The year before he made If…, Lindsay Anderson produced and directed The White Bus, a short film adapted by Shelagh Delaney, from her short story “Sweetly Sings the Donkey”.
The White Bus was originally commissioned as one third of a three-part film RED, WHITE & ZERO, to be directed by Anderson and his “Free Cinema” collaborators, Tony Richardson and Karel Reisz. It proved an ill-fated project, and The White Bus was the only part to be finished and given a cinematic release.
Delaney was best known for her play A Taste of Honey, while Anderson had established himself as critic and as a documentary film maker, winning an Oscar for one of his first films, Thursday’s Children in 1954. Anderson was also Britain’s leading theater director.
In 1963, Anderson directed This Sporting Life, starring Richard Harris and Rachel Roberts, and based on a novel by David Storey.
Writers were important to Anderson, and he formed highly successful collaborations with a handful of playwrights and authors. In theater,his work with David Storey produced the acclaimed dramas In Celebration, Home, The Changing Room and Life Class. While his collaboration with David Sherwin led to the Mick Travis trilogy, If…, O, Lucky Man! and Britannia Hospital.
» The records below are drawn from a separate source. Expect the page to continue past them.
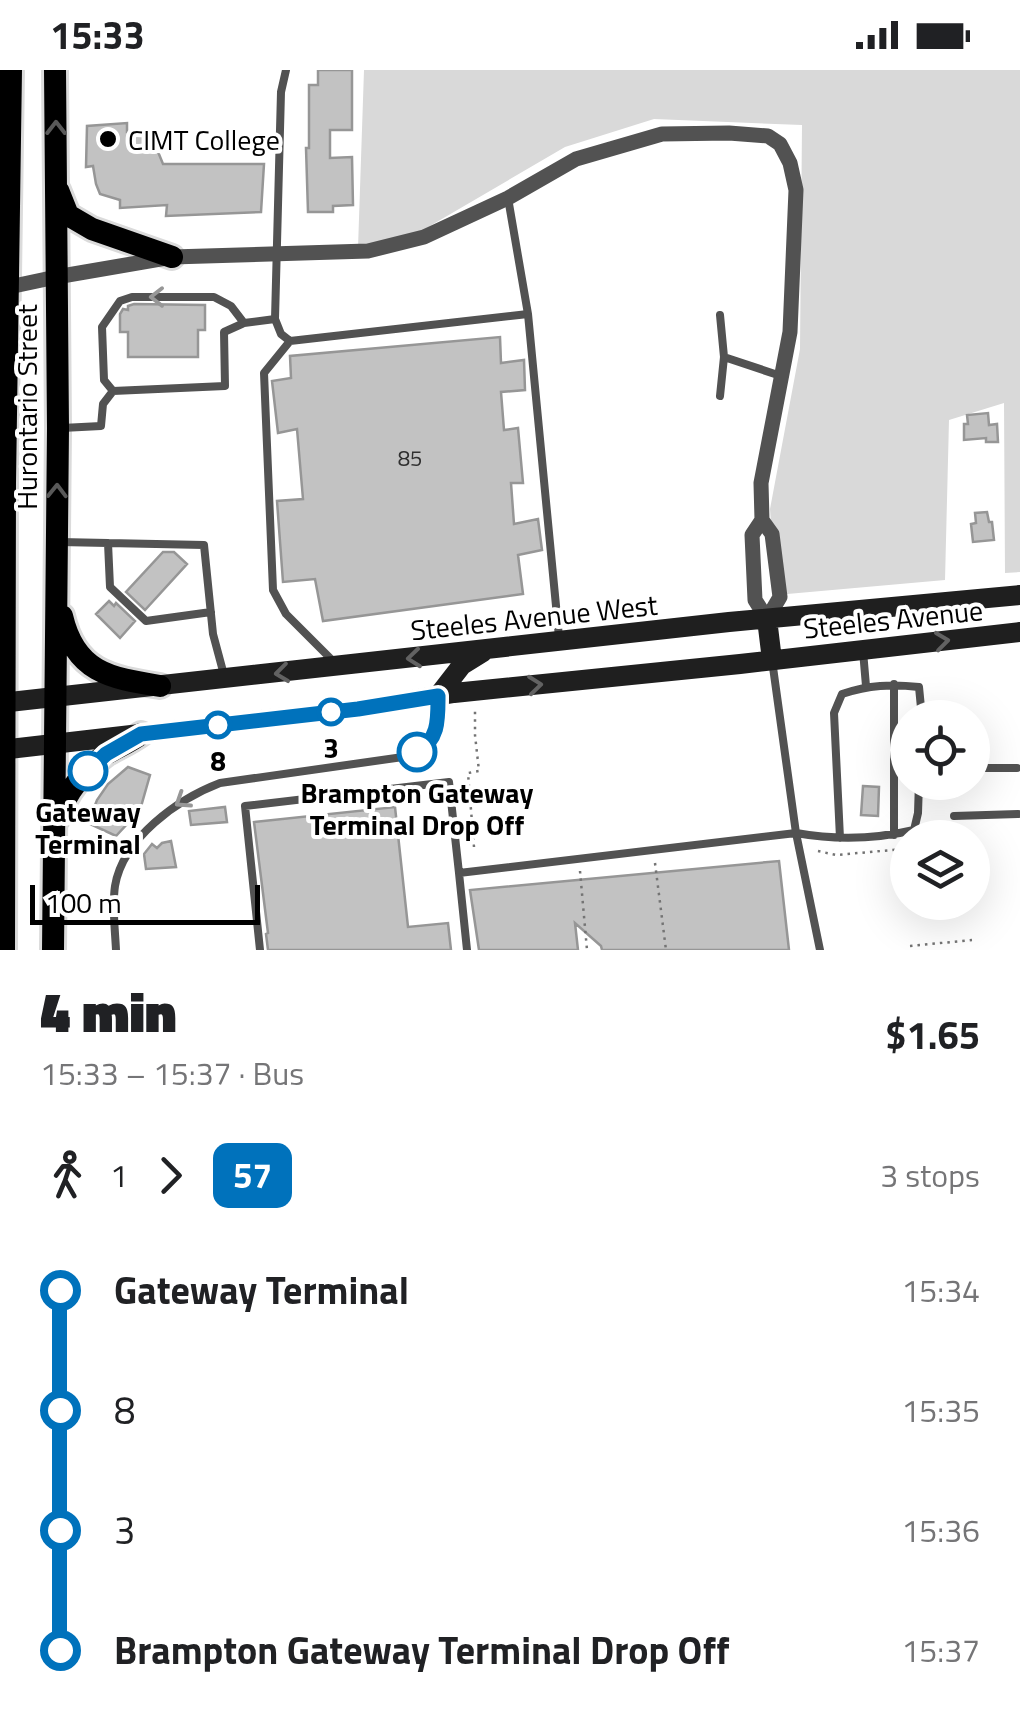 <!DOCTYPE html>
<meta charset="utf-8">
<style>
:root{--surface:#fff;--page:#f2f2f2;--text:#202124;--muted:#757577}
body{margin:0;font-family:"Titillium Web",sans-serif;background:var(--page);color:var(--text);height:100vh;display:flex;flex-direction:column;font-size:38px;white-space:nowrap}
*{box-sizing:border-box;margin:0}
p{font-size:32px;color:var(--muted)}
.icon{flex:none;width:55px;height:55px;fill:none;stroke:currentColor;stroke-width:2;stroke-linecap:round;stroke-linejoin:round}
.map{position:relative;height:880px;overflow:hidden}
.details{display:flex;flex-direction:column;background:var(--surface);flex:1}
.details>*{flex:none}
.badge{padding:0 20px;border-radius:15px;font-size:35px;line-height:65px}
.fabs{position:absolute;left:890px;top:630px;display:grid;gap:20px}
.fabs a{display:grid;place-items:center;width:100px;height:100px;border-radius:50%;background:var(--surface);box-shadow:0 10px 40px #0002;font-size:50px}
.scale{position:absolute;left:30px;bottom:25px;width:230px;box-sizing:border-box;padding-left:10px;border:5px solid #000;border-top:0;font-size:28px;line-height:35px;white-space:nowrap;color:#000;-webkit-text-stroke:8px #fff;paint-order:stroke}
.map>.badge{position:absolute;translate:-50% -50%;box-shadow:0 0 0 5px #fff}
.legs{display:flex;align-items:center;gap:15px;height:110px;padding:0 40px;font-size:32px}
.legs p{margin-inline-start:auto}
.overview{display:flex;align-items:center;justify-content:space-between;height:170px;padding:0 40px}
h1{font-size:55px;font-weight:800;line-height:75px}
ul{padding:0 40px;list-style:none}
li{display:flex;align-items:center;gap:35px;height:120px;font-size:38px}
li i{display:grid;place-items:center;width:15px;height:100%;margin:0 12px;background:currentColor}
li i::after{content:'';width:25px;height:25px;margin:-12px;border:8px solid;border-radius:50%;background:var(--surface)}
li p{margin-inline-start:auto}
li:first-child i{background:linear-gradient(#0000 50%,currentColor 0)}
li:last-child i{background:linear-gradient(currentColor 50%,#0000 0)}
.status{display:flex;justify-content:space-between;align-items:center;height:70px;padding:0 50px;background:var(--surface);direction:ltr}
.status svg{height:28px;fill:currentColor}
.map>svg:first-child{display:block}
</style>
<div class="status"><b>15:33</b><svg viewBox="0 0 49 12"><path d="M0 12V9h3v3zM5 12V6h3v6zM10 12V3h3v9zM15 12V0h3v12zM26 1h20v11H26zM47 4h2v5h-2z"/></svg></div>
<div class="map">
<svg width="1020" height="880" viewBox="0 0 1020 880">
<rect width="100%" height="100%" fill="#fff"/>
<path fill="#d9d9d9" d="M 364,0 L 1020,0 L 1020,502 L 1005,503 L 1004,333 L 949,350 L 945,510 L 776,525 L 770,439 L 800,279 L 802,55 L 654,49 L 565,77 L 411,167 L 358,178 Z"/>
<path fill="#c2c2c2" stroke="#969696" stroke-width="2.5" d="M 318,0 L 352,0 L 352,60 L 330,60 L 330,88 L 352,87 L 353,135 L 333,136 L 333,142 L 308,142 L 306,78 L 309,78 L 309,15 L 318,15 Z
M 127,53 L 127,62 L 144,63 L 154,72 L 163,94 L 264,94 L 261,142 L 166,146 L 167,135 L 120,138 L 120,130 L 100,124 L 96,114 L 93,96 L 86,97 L 87,56 Z
M 134,234 L 205,235 L 205,260 L 198,260 L 198,287 L 128,287 L 128,262 L 120,262 L 120,244 L 123,239 L 128,240 L 128,236 Z
M 500,267 L 501,293 L 524,290 L 525,320 L 501,322 L 504,360 L 518,358 L 523,413 L 511,413 L 514,454 L 538,449 L 542,480 L 518,485 L 523,524 L 323,551 L 315,509 L 283,512 L 277,431 L 303,429 L 297,359 L 278,363 L 272,311 L 291,308 L 290,286 Z
M 988,343 L 989,355 L 997,354 L 998,372 L 986,372 L 986,368 L 964,370 L 964,354 L 968,354 L 967,345 Z
M 987,442 L 989,452 L 992,452 L 994,470 L 973,472 L 971,454 L 976,453 L 975,443 Z
M 163,482 L 174,482 L 187,494 L 145,540 L 126,522 Z
M 109,531 L 114,536 L 116,533 L 135,551 L 120,568 L 96,544 Z
M 128,697 L 150,705 L 140,740 L 116,766 L 88,753 L 97,730 L 108,714 Z
M 863,716 L 879,717 L 878,746 L 861,745 Z
M 225,737 L 227,752 L 191,755 L 189,741 Z
M 395,737 L 408,857 L 448,853 L 451,880 L 268,880 L 266,864 L 268,863 L 254,752 Z
M 171,771 L 176,797 L 146,799 L 144,784 L 152,774 L 157,778 L 162,773 Z
M 779,791 L 789,880 L 602,880 L 601,876 L 575,853 L 578,880 L 479,880 L 470,820 Z"/>
<g fill="none" stroke-linecap="round" stroke-linejoin="round">
<g stroke="#dbdbdb" stroke-width="28">
<path id="primary" d="M 58,120 L 68,145 L 92,159 L 172,187
M 62,546 C 75,602 109,608 160,616
M 58,748 C 65,723 85,699 106,684 C 118,677 130,672 141,664
M 4,880 L 5,413 L 11,0
M 53,880 L 58,358 L 55,0"/>
</g>
<path stroke="#747474" stroke-width="2.5" stroke-dasharray="2.5 5" stroke-linecap="butt" d="M 900,774 L 908,782
M 474,777 L 468,703 L 479,701 L 475,665 L 475,641
M 818,781 L 836,785 L 904,779
M 655,793 L 666,880
M 580,801 L 587,880
M 910,876 L 972,870"/>
<path stroke="#525252" stroke-width="8" d="M 286,0 L 281,22 L 275,249 L 281,264 L 290,271 L 528,244 L 508,128
M 528,244 L 559,567
M 290,271 L 264,303 L 273,520 L 286,544 L 335,593
M 724,287 L 781,306
M 113,321 L 104,310 L 102,257 L 120,231 L 132,227 L 214,227 L 231,236 L 244,253
M 720,326 L 724,287 L 720,245
M 62,358 L 101,356 L 103,334 L 113,321 L 225,316 L 224,262 L 244,253 L 275,249
M 60,472 L 204,475 L 213,564 L 224,605
M 108,473 L 110,517 L 146,551 L 211,542
M 863,581 L 866,616
M 772,590 L 796,763 L 820,880
M 972,698 L 1017,698
M 954,746 L 1018,744
M 894,765 L 894,614
M 840,768 L 834,643 L 842,624 C 869,615 891,614 919,617 L 922,648
M 459,803 L 467,880
M 116,880 C 115,859 112,836 115,816 C 123,768 178,729 220,713 L 410,686 C 439,669 438,658 438,626
M 260,880 L 245,736 L 449,712 L 459,803 L 796,763 C 835,770 876,769 914,760 L 918,743 L 919,712"/>
<path stroke="#525252" stroke-width="15" d="M 9,217 L 56,207 L 172,187 L 368,181 L 424,167 L 508,128 L 576,89 L 662,64 L 729,63 L 768,66 L 780,74 L 790,93 L 796,120 L 790,262 L 761,413 L 762,450 L 752,465 L 755,530 L 767,549 L 780,527 L 772,464 L 762,450"/>
<path stroke="#1f1f1f" stroke-width="20" d="M 767,549 L 772,590
M 438,626 L 462,595 L 483,582
M 0,633 L 729,552 L 1020,525
M 0,680 L 358,639 L 454,623 L 740,594 L 1020,562"/>
<use href="#primary" stroke="#000" stroke-width="22"/>
</g>
<defs><path id="oneway-chevron" d="M-2-3.5L2.5 0L-2 3.5" fill="none" stroke-width="1.6" stroke-linecap="round" stroke-linejoin="round" transform="scale(2.5)"/></defs>
<g stroke="#595959">
<use href="#oneway-chevron" transform="translate(56 58) rotate(-90)"/>
<use href="#oneway-chevron" transform="translate(57 421) rotate(-89)"/>
</g>
<g stroke="#979797">
<use href="#oneway-chevron" transform="translate(157 227) rotate(-180)"/>
<use href="#oneway-chevron" transform="translate(182 731) rotate(147)"/>
</g>
<g stroke="#626262">
<use href="#oneway-chevron" transform="translate(942 571) rotate(-7)"/>
<use href="#oneway-chevron" transform="translate(414 588) rotate(174)"/>
<use href="#oneway-chevron" transform="translate(282 603) rotate(173)"/>
<use href="#oneway-chevron" transform="translate(535 615) rotate(-6)"/>
</g>
<g fill="none" stroke-linecap="round" stroke-linejoin="round">
<g stroke="#fff" stroke-width="22">
<path id="line-1" d="M 88,701 L 106,684 L 141,664 L 358,639 L 438,626 C 438,650 439,669 417,682"/>
</g>
<use href="#line-1" stroke="#0072bc" stroke-width="15"/>
</g>
<circle fill="#000" stroke="#fff" stroke-width="4" cx="108" cy="69" r="10"/>
<g fill="#fff" stroke="#0072bc" stroke-width="5">
<circle cx="331" cy="642" r="12"/>
<circle cx="218" cy="655" r="12"/>
<circle cx="417" cy="682" r="18"/>
<circle cx="88" cy="701" r="18"/>
</g>
<g text-anchor="middle" dominant-baseline="central" stroke-width="8" stroke-linejoin="round" paint-order="stroke">
<g font-size="22" fill="#303030">
<text x="410" y="388">85</text>
</g>
<g font-size="28" fill="#000" stroke="#fff" text-anchor="start">
<text x="128" y="69">CIMT College</text>
</g>
<g font-size="28" fill="#000" stroke="#fff">
<text transform="translate(26 337) rotate(-90)">Hurontario Street</text>
<text transform="translate(534 547) rotate(-6)">Steeles Avenue West</text>
<text transform="translate(893 549) rotate(-6)">Steeles Avenue</text>
</g>
<g font-size="28" font-weight="bold" fill="#000" stroke="#fff">
<text x="331" y="677">3</text>
<text x="218" y="690">8</text>
<text x="417" y="722">Brampton Gateway<tspan x="417" dy="32">Terminal Drop Off</tspan></text>
<text x="88" y="741">Gateway<tspan x="88" dy="32">Terminal</tspan></text>
</g>
</g>
</svg>
<div class="fabs">
<a><svg class="icon" aria-label="locate" viewBox="0 0 24 24"><circle cx="12" cy="12" r="6"/><path d="M12 2v4M12 18v4M2 12h4M18 12h4"/></svg></a>
<a><svg class="icon" aria-label="layers" viewBox="0 0 24 24"><path d="M12 4l9 5-9 5-9-5zM3 14l9 5 9-5"/></svg></a>
</div>
<div class="scale">100 m</div>
</div>
<section class="details">
<div class="overview"><div><h1>4 min</h1><p>15:33 – 15:37 · Bus</p></div><b>$1.65</b></div>
<div class="legs"><svg class="icon" aria-label="walk" viewBox="0 0 24 24"><circle cx="13" cy="4" r="2"/><path d="M13 8l-2 6 4 7M11 14l-3 7M7 12l3-4h3l4 4"/></svg>1<svg class="icon" aria-label="forward" viewBox="0 0 24 24"><path d="M9 5l7 7-7 7"/></svg><b class="badge" style="background:#0072bc;color:#fff">57</b><p>3 stops</p></div>
<ul>
<li><i style="color:#0072bc"></i><b>Gateway Terminal</b><p>15:34</p></li>
<li><i style="color:#0072bc"></i><span>8</span><p>15:35</p></li>
<li><i style="color:#0072bc"></i><span>3</span><p>15:36</p></li>
<li><i style="color:#0072bc"></i><b>Brampton Gateway Terminal Drop Off</b><p>15:37</p></li>
</ul>
</section>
The White Bus has many of the hallmarks of Anderson’s later films (most notably O, Lucky Man! ), and suggests that the teamwork of Anderson-Delaney could have led to greater works. One can only wonder how Delaney’s film, Charlie Bubbles would have turned out if Anderson had directed it.
The White Bus stars Patricia Healey, and features Arthur Lowe, Anthony Hopkins, and is the story of a young woman numbed by London life, who returns to Salford in search of her northern roots.
Through the eyes of her disillusioned protagonist, Delaney creates a beautifully warped city symphony about an industrial town vivid with history yet ever-changing.